Thursday, March 16, 2017

35. DESCRIPTIVE STATISTICS

OBJECTIVE

Analyze the distribution of one or several variables in a data set.


DESCRIPTION

In statistical analysis the first step is to analyze the available data. This step is also useful to check for outliers or for the assumption of normality to use these data for a particular statistical model or test (see 36. INTRODUCTION TO REGRESSIONS). Since the analysis of these assumptions is included in the chapter introducing regressions, here I will focus on the descriptive statistics that are useful for describing numeric variables:


Statistic
Description
Mean
Arithmetic mean of the data
Standard Error
Represents the difference between the expected value and the actual value
Median
Central value (the value that divides the data in two – in the case of an even number of values, the median is the mean of the two central values)
Mode
Most frequent value
Standard Deviation
A measure of how values are spread out.
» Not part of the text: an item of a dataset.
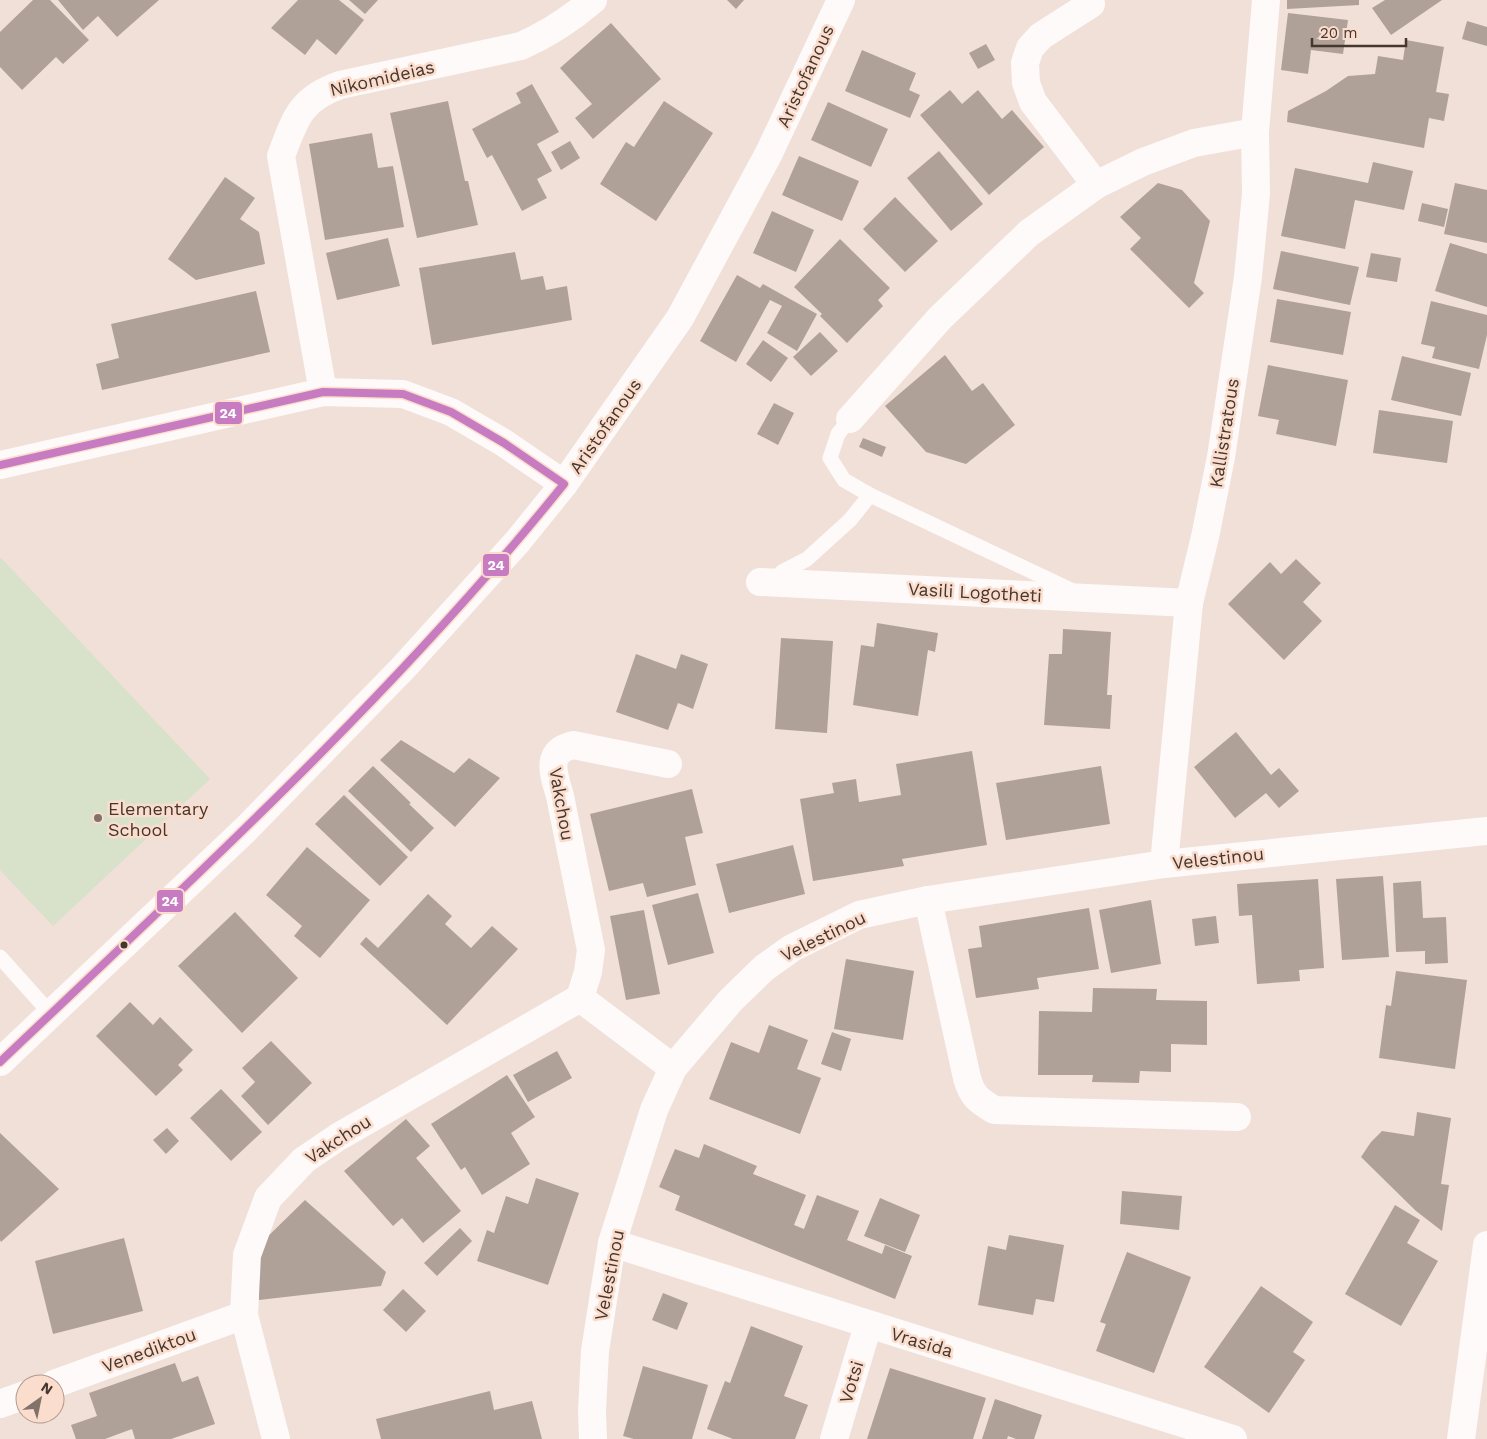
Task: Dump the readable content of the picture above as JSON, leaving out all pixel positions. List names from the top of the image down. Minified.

Mathematically, it is the square root of the variance
Sample Variance
Average of the squared differences between each value and the mean (it is also a measure of how values are spread out)
Kurtosis
A measure of the “peakedness” and flatness of the distribution *. “0” means that the shape is that of a normal distribution, a flatter distribution has negative kurtosis, and a more peaked distribution has positive kurtosis
Skewness
A measure of the symmetry of the distribution. “0” means that the distribution is symmetrical. If the value is negative, the distribution has a long tail on the left, and if it is positive, it has a long tail on the right. As a rule of thumb, a distribution is considered to be symmetrical if the kurtosis is between 1 and -1
Range
The difference between the largest and the smallest value
Minimum
The smallest value
Maximum
The largest value
Sum
The sum of values
Count
The number of values

As shown in the template, these statistics can be calculated either using the Excel complement “Data Analysis” or using the Excel functions. The same is valid for creating a histogram, with which we can analyze the frequency of values and gain an idea of the type of distribution. In Figure 30 a sample including age data is represented in a histogram. On the right a box plot provides more information, dividing our data into quartiles (grouping the values into 4 groups containing 25% of the values). The plot shows that 50% of people are aged approximately between 33 and 46 years, while the rest are spread across a bigger range of ages (25% from 46 to 64 and 25% from 18 to 33).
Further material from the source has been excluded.